By Peg Brickley and Andrew Scurria

Remington Outdoor Co.'s second chapter 11 filing since the 2012 Sandy Hook school shooting puts a long-running lawsuit by victims' families at risk, threatening to bury details of how the company's popular assault rifles were marketed.

After the gun manufacturer sought chapter 11 protection on Monday, the families of nine Sandy Hook victims said the bankruptcy filing shouldn't shield Remington from having to answer allegations about its marketing of the Bushmaster XM15-E2S rifle, the weapon used to murder 20 first-graders and six adults.

Last year, Remington tried and failed to get the U.S. Supreme Court to quash the lawsuit, which accused the company of improperly marketing the weapon to civilians for use in military-style combat against perceived enemies. When the nation's highest court declined to hear Remington's appeal in November, it cleared a path for legal discovery to be taken from Remington.
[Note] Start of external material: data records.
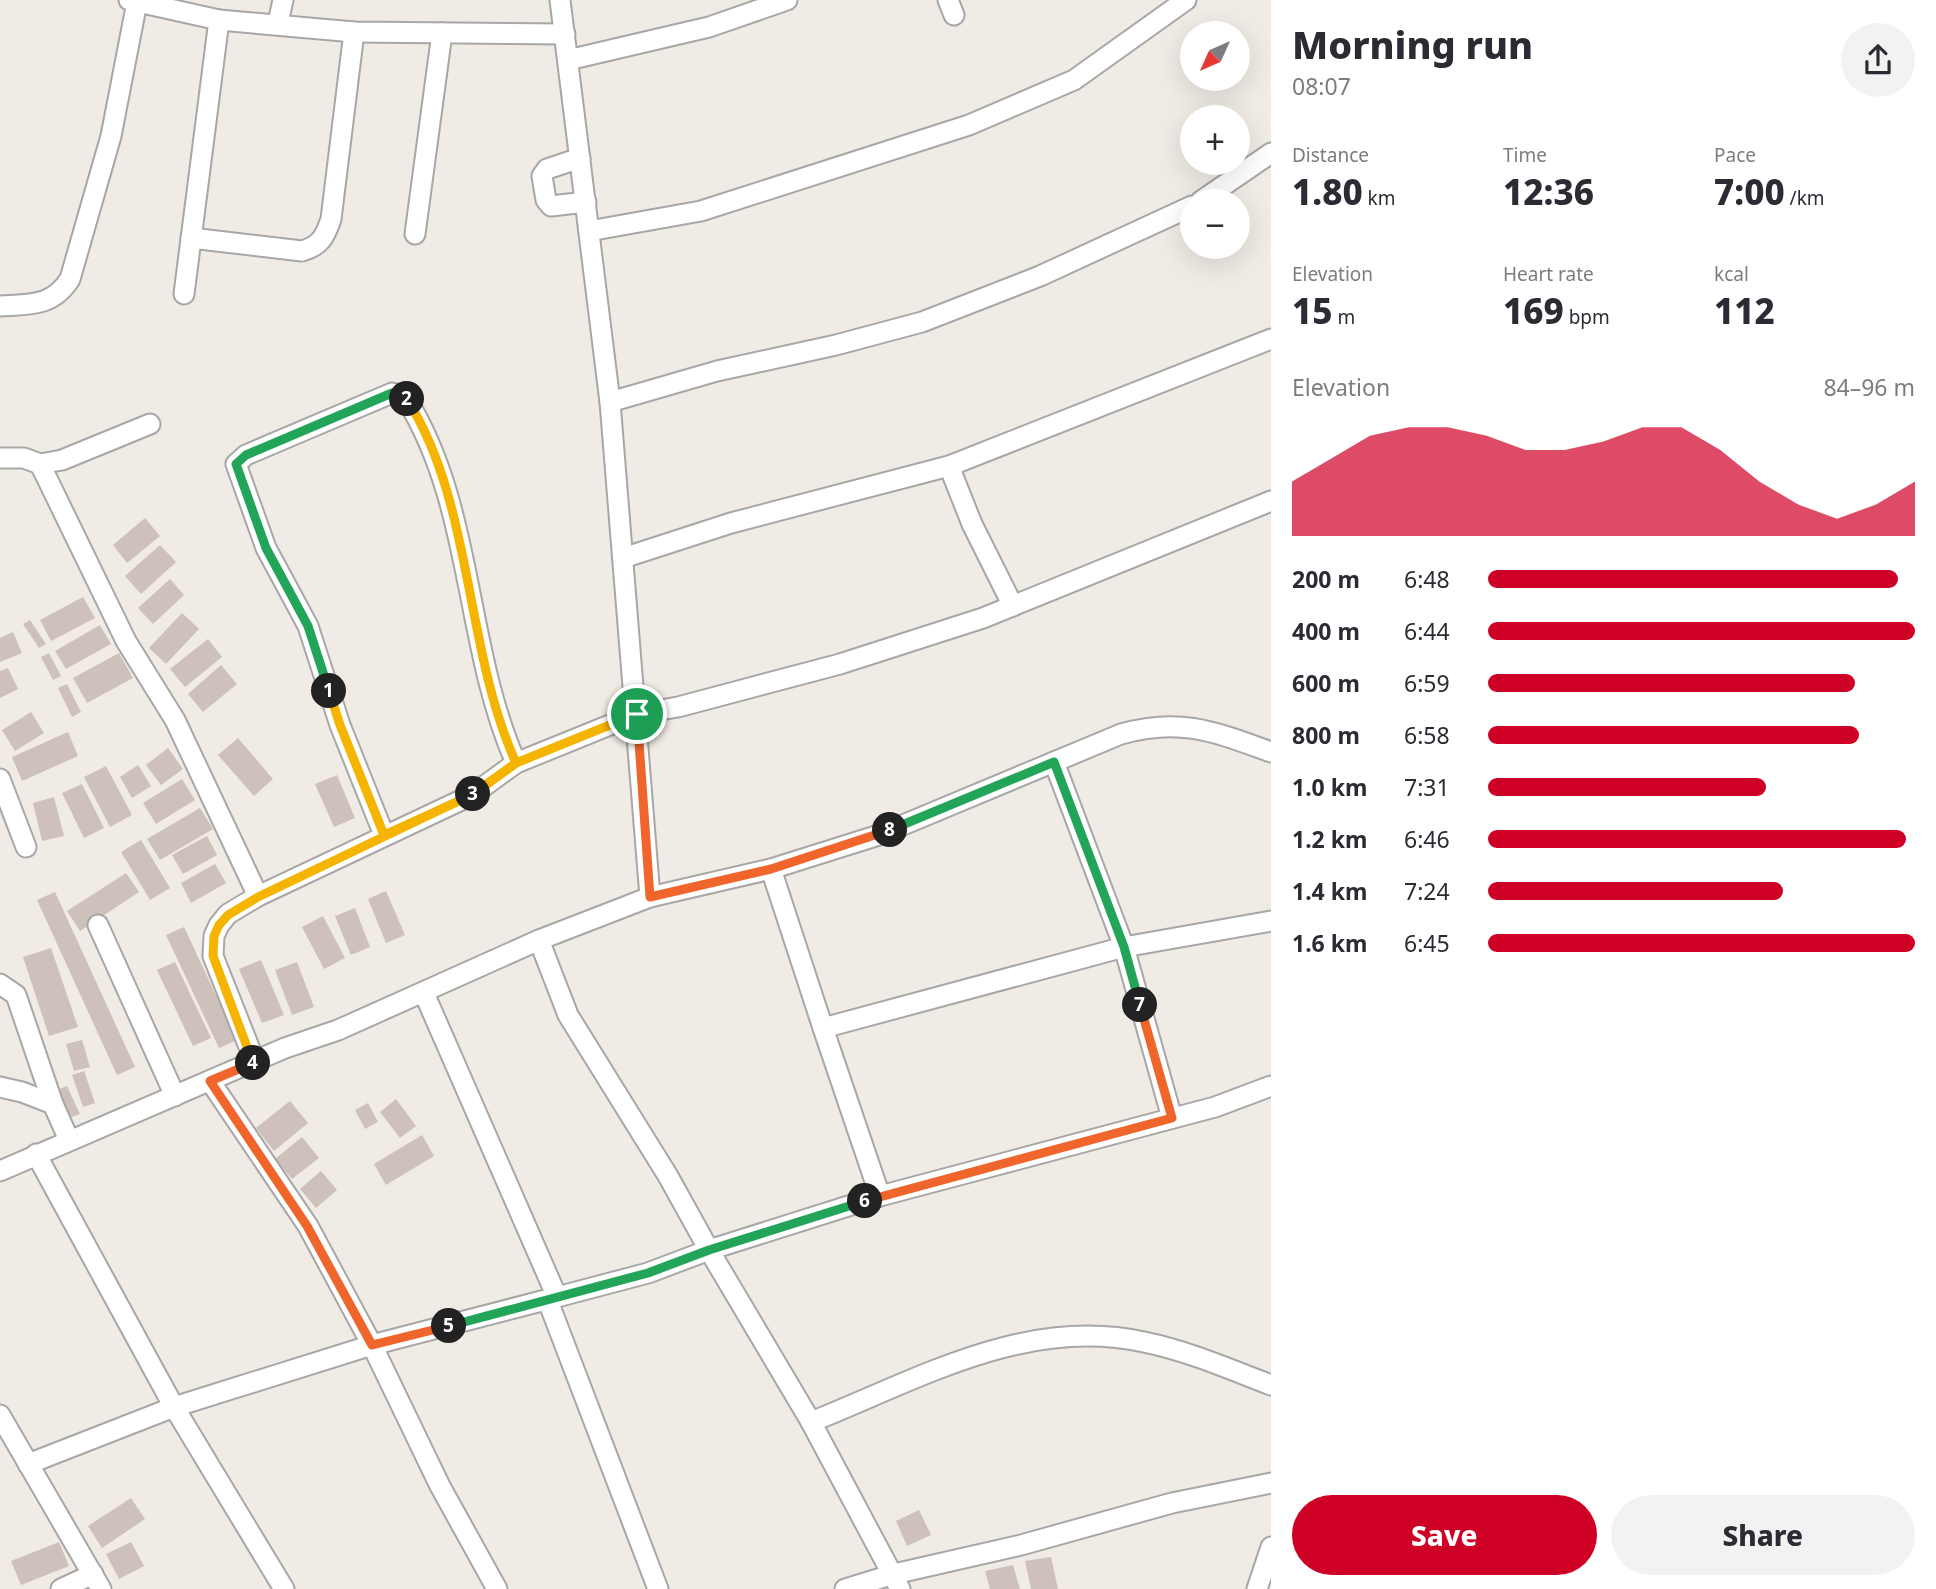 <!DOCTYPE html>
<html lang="en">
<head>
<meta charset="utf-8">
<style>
  :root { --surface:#fff; --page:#f2f2f3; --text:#2b2b33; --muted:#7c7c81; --accent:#cf0026 }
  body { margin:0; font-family:"Noto Sans",sans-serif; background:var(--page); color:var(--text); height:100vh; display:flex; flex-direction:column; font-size:26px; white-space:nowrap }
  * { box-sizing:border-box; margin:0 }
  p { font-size:23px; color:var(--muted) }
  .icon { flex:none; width:38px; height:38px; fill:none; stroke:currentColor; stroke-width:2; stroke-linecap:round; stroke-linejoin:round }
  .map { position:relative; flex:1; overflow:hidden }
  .details { display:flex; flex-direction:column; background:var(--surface); width:665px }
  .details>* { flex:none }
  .needle { width:46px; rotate:225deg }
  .fabs { position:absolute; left:1180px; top:21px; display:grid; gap:14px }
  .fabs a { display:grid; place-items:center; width:70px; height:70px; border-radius:50%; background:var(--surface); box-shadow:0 7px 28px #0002; font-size:35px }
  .pin { position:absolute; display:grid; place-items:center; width:60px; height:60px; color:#fff; margin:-30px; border:4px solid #fff; border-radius:50%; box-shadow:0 2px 7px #0007 }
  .km { position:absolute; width:35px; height:35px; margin:-18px; border-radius:50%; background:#222; color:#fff; font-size:19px; line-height:35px; text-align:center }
  .round { display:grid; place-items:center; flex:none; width:74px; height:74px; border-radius:37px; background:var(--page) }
  .head { display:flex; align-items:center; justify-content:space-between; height:119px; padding:0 21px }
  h1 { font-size:38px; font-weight:800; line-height:52px }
  .figures { display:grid; grid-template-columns:repeat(3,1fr); gap:10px; height:119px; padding:7px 21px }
  .figures div { display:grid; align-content:center }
  .figures b { font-size:35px; font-weight:800 }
  .figures small { font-size:19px; font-weight:400 }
  .figures p { font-size:19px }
  .chart { height:196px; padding:14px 21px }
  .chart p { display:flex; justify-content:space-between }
  .chart svg { width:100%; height:126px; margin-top:7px; fill:var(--accent); opacity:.7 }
  .primary-button { display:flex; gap:14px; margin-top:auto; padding:14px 21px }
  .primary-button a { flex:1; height:80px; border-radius:42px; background:var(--accent); color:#fff; font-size:28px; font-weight:800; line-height:80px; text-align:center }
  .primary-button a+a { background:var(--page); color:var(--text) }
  ul { padding:0 21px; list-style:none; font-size:23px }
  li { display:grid; grid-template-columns:112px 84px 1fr; align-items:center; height:52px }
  li i { height:18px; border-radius:9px; background:var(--accent) }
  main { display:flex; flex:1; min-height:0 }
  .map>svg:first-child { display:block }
  .building { fill:#cec0bb }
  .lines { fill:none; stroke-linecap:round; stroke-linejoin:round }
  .minor-casing { stroke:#a7a7a7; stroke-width:23 }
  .minor { stroke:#fff; stroke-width:19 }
  .split-1-casing { stroke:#fff; stroke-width:14 }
  .split-2-casing { stroke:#fff; stroke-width:14 }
  .split-3-casing { stroke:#fff; stroke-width:14 }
  .split-4-casing { stroke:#fff; stroke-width:14 }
  .split-5-casing { stroke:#fff; stroke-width:14 }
  .split-6-casing { stroke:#fff; stroke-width:14 }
  .split-7-casing { stroke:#fff; stroke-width:14 }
  .split-8-casing { stroke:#fff; stroke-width:14 }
  .split-9-casing { stroke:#fff; stroke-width:14 }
  .split-1 { stroke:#f5b400; stroke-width:9 }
  .split-2 { stroke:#22a559; stroke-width:9 }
  .split-3 { stroke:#f5b400; stroke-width:9 }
  .split-4 { stroke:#f5b400; stroke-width:9 }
  .split-5 { stroke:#f0652b; stroke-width:9 }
  .split-6 { stroke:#22a559; stroke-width:9 }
  .split-7 { stroke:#f0652b; stroke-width:9 }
  .split-8 { stroke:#22a559; stroke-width:9 }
  .split-9 { stroke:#f0652b; stroke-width:9 }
</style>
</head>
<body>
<main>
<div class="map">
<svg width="1271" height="1589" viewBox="0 0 1271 1589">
  <rect width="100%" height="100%" fill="#f1ebe5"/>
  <g class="building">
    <path d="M145 518 160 536 127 563 113 545Z"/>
    <path d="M160 545 176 562 141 594 125 576Z"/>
    <path d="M170 579 184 595 153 624 138 608Z"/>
    <path d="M83 597 95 618 51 641 40 620Z"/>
    <path d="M182 613 199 629 166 664 149 648Z"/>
    <path d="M30 620 46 644 39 648 23 624Z"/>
    <path d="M100 625 111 644 66 669 55 651Z"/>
    <path d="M13 632 22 653 0 662V638Z"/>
    <path d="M208 639 222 657 185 687 170 669Z"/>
    <path d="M49 653 61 676 53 680 41 657Z"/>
    <path d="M119 653 133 678 87 703 73 678Z"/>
    <path d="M221 665 237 684 203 712 188 694Z"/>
    <path d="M8 668 18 689 0 698V671Z"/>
    <path d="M67 684 81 712 72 717 58 688Z"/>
    <path d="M31 712 44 733 15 751 2 730Z"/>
    <path d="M68 732 78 756 22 781 12 757Z"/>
    <path d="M238 738 273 779 254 796 218 755Z"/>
    <path d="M168 748 183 769 161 785 146 765Z"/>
    <path d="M138 765 151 786 132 798 120 777Z"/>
    <path d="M106 766 132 815 110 827 84 777Z"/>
    <path d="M337 775 355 818 334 827 315 784Z"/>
    <path d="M182 779 195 800 156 824 143 803Z"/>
    <path d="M82 784 104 828 84 838 62 793Z"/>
    <path d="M54 797 64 836 42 841 33 803Z"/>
    <path d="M200 808 213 829 160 860 147 839Z"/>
    <path d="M207 836 217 855 183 874 172 855Z"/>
    <path d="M141 840 170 888 150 900 121 852Z"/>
    <path d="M215 864 226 883 191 903 181 883Z"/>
    <path d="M126 873 139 892 80 931 67 911Z"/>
    <path d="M386 891 405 935 386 943 368 899Z"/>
    <path d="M55 892 135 1067 117 1075 37 900Z"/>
    <path d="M355 908 370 947 351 955 335 916Z"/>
    <path d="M323 916 345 958 324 969 302 927Z"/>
    <path d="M184 927 237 1040 219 1048 166 935Z"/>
    <path d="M51 948 78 1027 49 1036 23 957Z"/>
    <path d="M261 960 284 1015 262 1023 239 969Z"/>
    <path d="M175 962 211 1038 193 1046 157 970Z"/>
    <path d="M297 962 314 1007 292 1015 275 970Z"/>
    <path d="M82 1040 90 1067 74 1071 66 1044Z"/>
    <path d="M84 1071 95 1103 83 1107 72 1075Z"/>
    <path d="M67 1086 80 1114 69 1118 57 1090Z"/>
    <path d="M396 1099 416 1126 400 1138 380 1112Z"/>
    <path d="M290 1101 308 1123 274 1151 256 1128Z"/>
    <path d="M368 1103 378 1122 365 1129 355 1110Z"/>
    <path d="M422 1135 434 1156 386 1185 374 1164Z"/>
    <path d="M302 1137 319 1158 292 1179 275 1159Z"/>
    <path d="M321 1171 337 1190 316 1208 300 1189Z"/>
    <path d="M131 1498 145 1519 102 1548 88 1526Z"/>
    <path d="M919 1510 931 1535 907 1546 896 1521Z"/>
    <path d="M59 1542 69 1566 21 1585 11 1561Z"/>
    <path d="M131 1542 144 1566 119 1579 106 1554Z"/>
    <path d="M1051 1557 1058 1589H1031L1025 1561Z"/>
    <path d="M1013 1565 1020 1589H990L985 1571Z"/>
  </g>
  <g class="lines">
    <defs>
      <g id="minor">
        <path d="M129 0 219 20 354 32 565 34"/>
        <path d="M560 0 610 402 650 897"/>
        <path d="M948 0 954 15"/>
        <path d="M278 23 283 0"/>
        <path d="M568 60 709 27 787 0"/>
        <path d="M580 158 547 169 542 176 546 200 551 206 586 202"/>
        <path d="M1201 201 1271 153"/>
        <path d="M589 231 701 211 969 125 1074 80 1186 0"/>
        <path d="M415 234 442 33"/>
        <path d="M191 238 302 251C320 246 325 237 331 219L354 32"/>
        <path d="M184 294 219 20"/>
        <path d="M0 306C30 304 52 307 70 279L111 136 137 2"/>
        <path d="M610 402 717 371 836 345 922 322 1040 276 1192 206"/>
        <path d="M150 424 62 460 40 464 126 641 175 720 258 896"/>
        <path d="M0 458H24L40 464"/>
        <path d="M949 466 972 524 1013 606"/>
        <path d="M623 558 731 523 949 466 1271 339"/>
        <path d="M0 779 26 847"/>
        <path d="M384 835 340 725 308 626 266 548 236 464 246 455 392 393 405 397C474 506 464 646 516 763"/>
        <path d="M771 869 823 1028"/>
        <path d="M98 925 175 1096"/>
        <path d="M539 940 568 1015 668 1176 709 1250 880 1196 1215 1107 1271 1086"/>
        <path d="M0 984 16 995 53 1104 69 1140"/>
        <path d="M255 1062 213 956 214 936 219 925 228 914 258 896 472 795 516 763 637 714 678 707 840 664 983 618 1271 501"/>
        <path d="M210 1081 308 1226 372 1345 440 1486 497 1589"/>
        <path d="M0 1087 22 1092 53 1104"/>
        <path d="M1172 1118 1124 947 1271 921"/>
        <path d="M0 1171 285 1048 338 1030 539 940 650 897 771 869 879 835 1121 734C1181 717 1215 732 1271 752"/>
        <path d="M880 1196 823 1028 1124 947 1054 762"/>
        <path d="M557 1297 648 1273 709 1250 811 1422 900 1589"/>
        <path d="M548 1301 658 1589"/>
        <path d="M0 1415 101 1589"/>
        <path d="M811 1422C917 1380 1025 1316 1144 1342 1188 1351 1229 1369 1271 1385"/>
        <path d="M28 1464 174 1407 36 1154"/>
        <path d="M61 1589 93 1574"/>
        <path d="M284 1589 174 1407 372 1345 557 1297 424 993"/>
        <path d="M845 1589 894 1574 1021 1545 1172 1503 1271 1483"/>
        <path d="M1257 1589 1271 1547"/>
      </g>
    </defs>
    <use href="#minor" class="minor-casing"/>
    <use href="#minor" class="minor"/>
  </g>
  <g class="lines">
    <defs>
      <path id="split-1" d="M329 691 340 725 384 835 472 795 516 763 637 714"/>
      <path id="split-2" d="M329 691 308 626 266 548 236 464 246 455 392 393 407 399"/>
      <path id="split-3" d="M407 399C474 506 464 648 516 763L473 794"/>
      <path id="split-4" d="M253 1063 213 956 214 936 219 925 228 915 258 897 473 794"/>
      <path id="split-5" d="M253 1063 210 1081 307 1226 372 1345 449 1326"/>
      <path id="split-6" d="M449 1326 648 1273 709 1250 865 1201"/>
      <path id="split-7" d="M865 1201 1172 1118 1140 1005"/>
      <path id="split-8" d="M890 830 1054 762 1124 947 1140 1005"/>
      <path id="split-9" d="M637 714 650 897 771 869 890 830"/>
    </defs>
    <use href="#split-1" class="split-1-casing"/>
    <use href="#split-2" class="split-2-casing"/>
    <use href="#split-3" class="split-3-casing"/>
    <use href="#split-4" class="split-4-casing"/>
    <use href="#split-5" class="split-5-casing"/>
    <use href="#split-6" class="split-6-casing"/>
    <use href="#split-7" class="split-7-casing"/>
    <use href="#split-8" class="split-8-casing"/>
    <use href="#split-9" class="split-9-casing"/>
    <use href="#split-1" class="split-1"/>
    <use href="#split-2" class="split-2"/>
    <use href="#split-3" class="split-3"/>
    <use href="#split-4" class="split-4"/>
    <use href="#split-5" class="split-5"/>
    <use href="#split-6" class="split-6"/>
    <use href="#split-7" class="split-7"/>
    <use href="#split-8" class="split-8"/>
    <use href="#split-9" class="split-9"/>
  </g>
</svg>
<div class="fabs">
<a><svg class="needle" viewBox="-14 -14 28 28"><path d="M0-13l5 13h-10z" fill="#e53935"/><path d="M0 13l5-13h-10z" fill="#7c7c81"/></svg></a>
<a>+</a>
<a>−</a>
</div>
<div class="pin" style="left:637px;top:714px;background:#1e9e55"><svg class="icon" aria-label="arrive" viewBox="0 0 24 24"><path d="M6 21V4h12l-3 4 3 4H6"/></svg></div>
<b class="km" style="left:329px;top:691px">1</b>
<b class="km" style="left:407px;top:399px">2</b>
<b class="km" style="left:473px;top:794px">3</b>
<b class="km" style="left:253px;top:1063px">4</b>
<b class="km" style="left:449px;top:1326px">5</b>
<b class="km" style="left:865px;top:1201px">6</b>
<b class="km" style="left:1140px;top:1005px">7</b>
<b class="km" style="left:890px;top:830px">8</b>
</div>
<section class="details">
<div class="head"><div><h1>Morning run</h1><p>08:07</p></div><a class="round"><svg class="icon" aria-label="share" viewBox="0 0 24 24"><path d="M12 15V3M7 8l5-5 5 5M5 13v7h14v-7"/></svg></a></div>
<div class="figures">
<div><p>Distance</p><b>1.80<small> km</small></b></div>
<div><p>Time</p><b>12:36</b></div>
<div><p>Pace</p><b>7:00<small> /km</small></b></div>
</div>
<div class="figures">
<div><p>Elevation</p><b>15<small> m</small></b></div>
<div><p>Heart rate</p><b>169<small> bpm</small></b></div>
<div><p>kcal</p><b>112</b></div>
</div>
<div class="chart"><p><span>Elevation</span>84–96 m</p>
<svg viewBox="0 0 160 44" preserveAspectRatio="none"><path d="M0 44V25L10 17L20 9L30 6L40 6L50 9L60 14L70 14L80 11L90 6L100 6L110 14L120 25L130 33L140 38L150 33L160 25V44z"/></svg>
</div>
<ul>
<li><b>200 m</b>6:48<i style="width:96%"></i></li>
<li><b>400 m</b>6:44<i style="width:100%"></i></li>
<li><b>600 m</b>6:59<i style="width:86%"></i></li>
<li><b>800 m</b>6:58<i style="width:87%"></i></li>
<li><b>1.0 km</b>7:31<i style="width:65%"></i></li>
<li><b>1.2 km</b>6:46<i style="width:98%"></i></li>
<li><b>1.4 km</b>7:24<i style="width:69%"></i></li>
<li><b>1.6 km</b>6:45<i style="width:100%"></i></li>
</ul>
<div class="primary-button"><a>Save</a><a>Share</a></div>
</section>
</main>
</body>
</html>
Now, lawyers for the families fear this bankruptcy, unlike a prior chapter 11 restructuring of the Huntsville, Ala., company, will enable Remington to avoid handing over the internal documents they hope will support allegations that unscrupulous advertising inspired Adam Lanza, the shooter at Sandy Hook.

"We cannot begin to prevent future tragedies until gun manufacturers face consequences for wrongful conduct that prioritizes their profits over public safety," said Josh Koskoff, a lawyer for the families.

They are calling on big Remington shareholders JPMorgan Chase & Co. and Franklin Resources Inc. to allow the claims to progress despite Remington's chapter 11 filing and its automatic halt on litigation.

If Remington doesn't agree to relinquish its bankruptcy protections, the judge presiding over the bankruptcy would need to grant special authorization for discovery to proceed in another forum.

Remington declined to comment on the Connecticut case. JPMorgan also declined to comment. Franklin couldn't immediately be reached for comment.

Remington also filed for bankruptcy in 2018, cutting roughly $775 million in debt and wiping out its previous owner, Cerberus Capital Management LP, while leaving the Sandy Hook litigation unaffected. Despite the restructuring, Remington was still stuck with loans that tied up much of its cash.

The gun industry's fortunes tend to rise and fall based on the country's political climate. Under former President Obama, firearm sales grew as enthusiasts worried about potential regulation, while sales softened after President Trump took office pledging to defend gun rights.

Demand has skyrocketed again since March as measured by Federal Bureau of Investigation background checks, driven by Americans' concerns about personal safety during the coronavirus pandemic and, more recently, the civil unrest following the police killing of George Floyd.

But even as gun sales surged nationwide, Remington didn't have the inventory to meet rising demand or the cash to buy raw materials and step up production, according to court papers.

The company had been searching for potential buyers and was in talks to sell itself out of bankruptcy to the Navajo Nation before negotiations collapsed in recent weeks, forcing a chapter 11 filing without a clear bidder in place.

Most of Remington's cash is tied up by lenders, meaning the company can't simply reshuffle its balance sheet to get out of bankruptcy.

"The exit strategy is a sale," said Stephen Warren, one of Remington's restructuring lawyers, at the company's initial appearance in bankruptcy court on Tuesday. At least four potential bidders are inspecting the business, he said during a hearing in the U.S. Bankruptcy Court in Decatur, Ala.

Although the Navajo Nation could yet be a potential contender to save the historic business, Remington is inviting bids for all, or parts, of its business.

Lenders aren't giving the company much time, according to court papers. It wants bids by Sept. 1 and is willing to sell its firearms and ammunition businesses separately to pay down $254 million in secured debt, including a $12.5 million loan from the city of Huntsville, Ala.

Law firm O'Melveny & Myers LLP and investment bank Ducera Partners LLC are advising the company. The case number is 20-81688.